▶ **Collected data entries**:
──────────

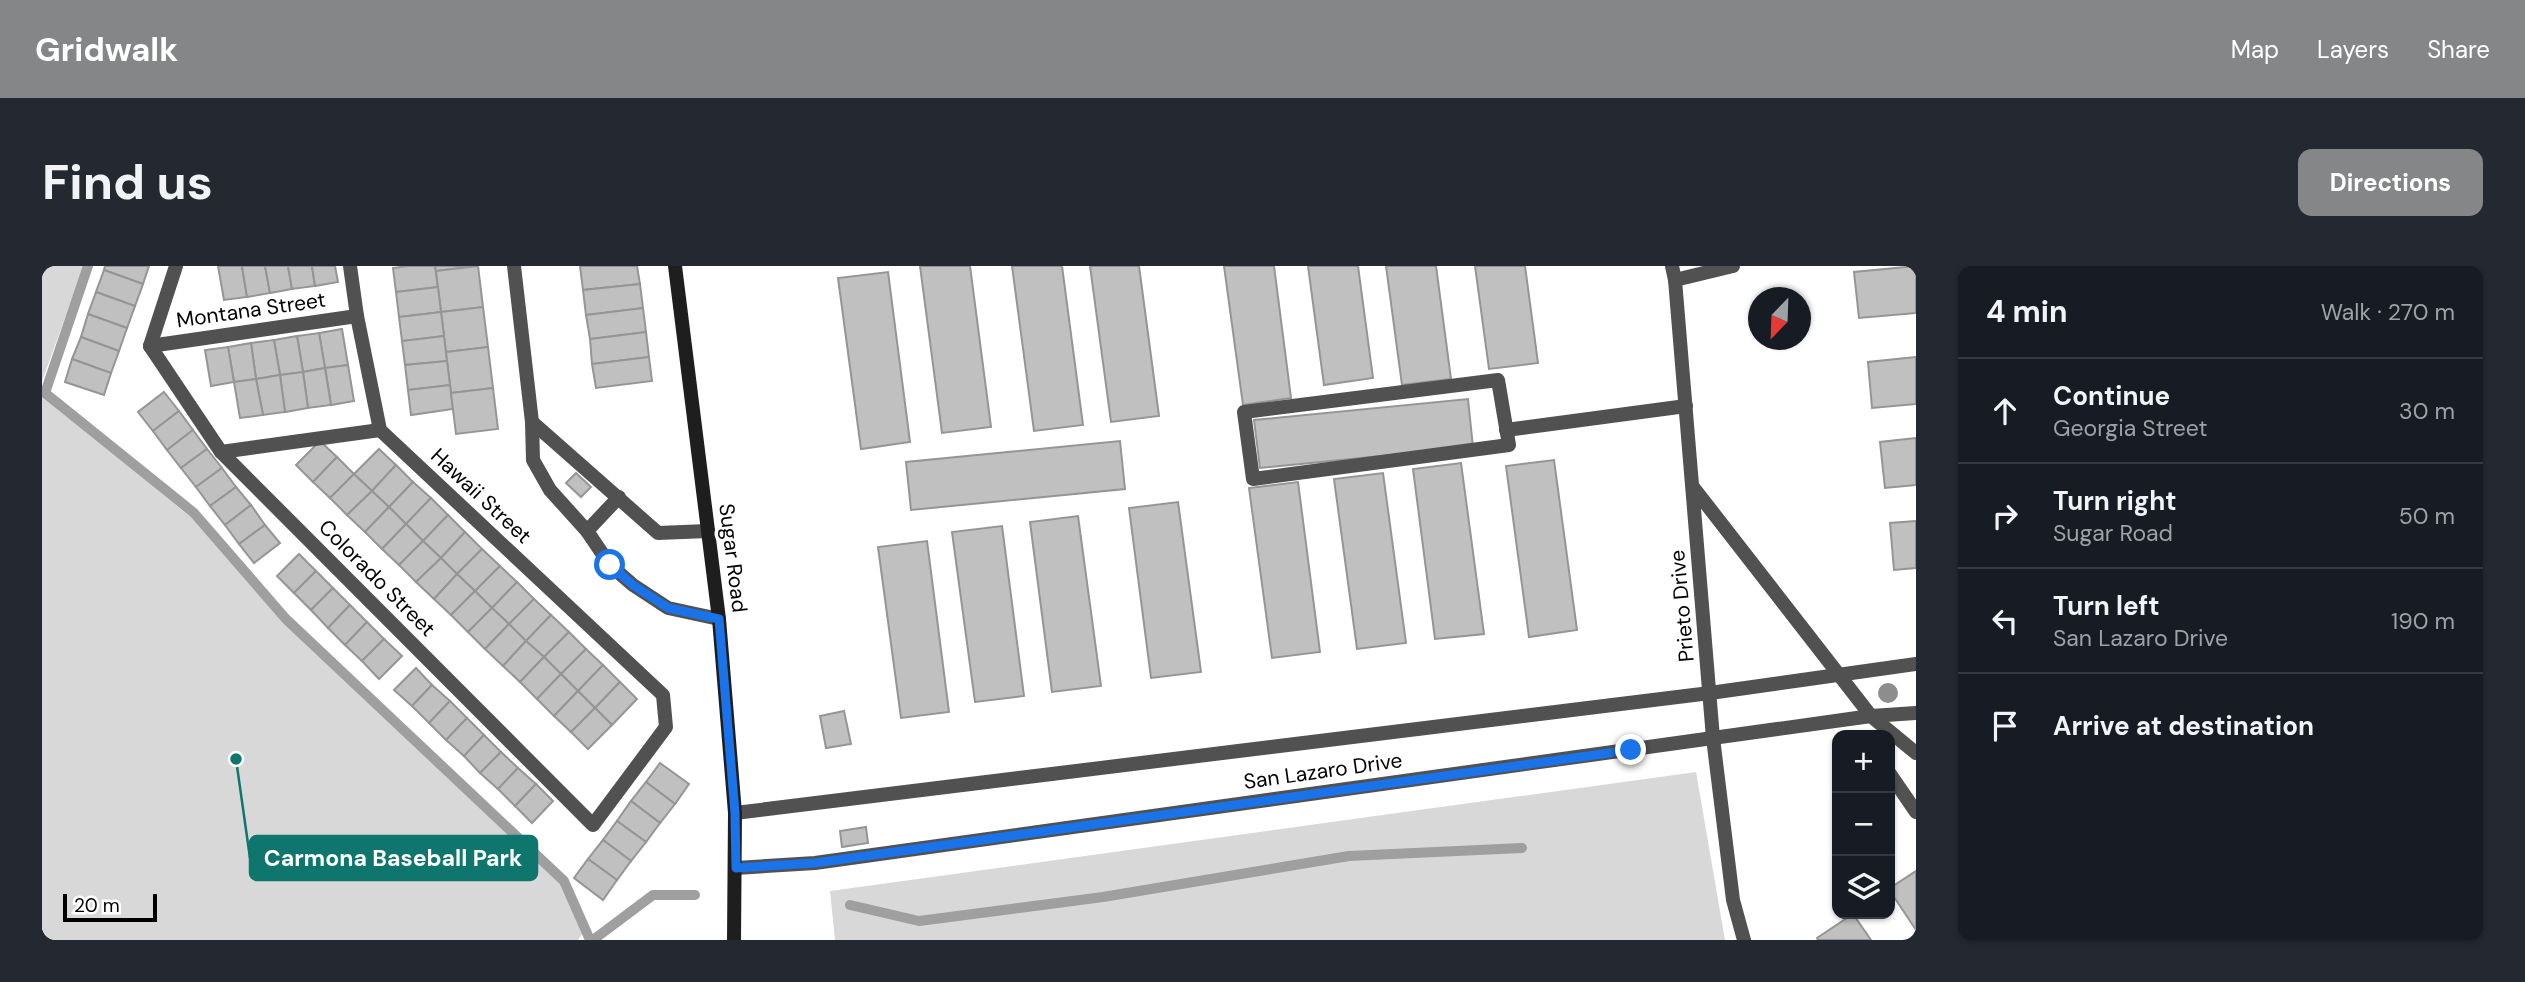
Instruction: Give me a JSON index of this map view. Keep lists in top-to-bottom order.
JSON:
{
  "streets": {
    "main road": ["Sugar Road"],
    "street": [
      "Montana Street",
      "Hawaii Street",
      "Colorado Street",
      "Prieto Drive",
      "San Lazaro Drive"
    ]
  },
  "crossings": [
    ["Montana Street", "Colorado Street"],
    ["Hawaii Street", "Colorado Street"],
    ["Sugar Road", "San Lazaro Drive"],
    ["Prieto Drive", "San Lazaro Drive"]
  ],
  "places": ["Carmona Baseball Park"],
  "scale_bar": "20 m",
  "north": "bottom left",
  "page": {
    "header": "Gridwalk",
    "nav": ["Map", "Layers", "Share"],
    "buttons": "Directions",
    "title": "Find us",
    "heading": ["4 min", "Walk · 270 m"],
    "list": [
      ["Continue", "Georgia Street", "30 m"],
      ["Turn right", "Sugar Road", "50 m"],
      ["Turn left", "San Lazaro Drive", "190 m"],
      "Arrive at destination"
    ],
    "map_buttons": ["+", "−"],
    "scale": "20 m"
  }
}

──────────

Report each line of the data that includes the string "JSON".

▶ **WRITTEN RESPONSE**:
Instruction: Give me a JSON index of this map view. Keep lists in top-to-bottom order.
JSON:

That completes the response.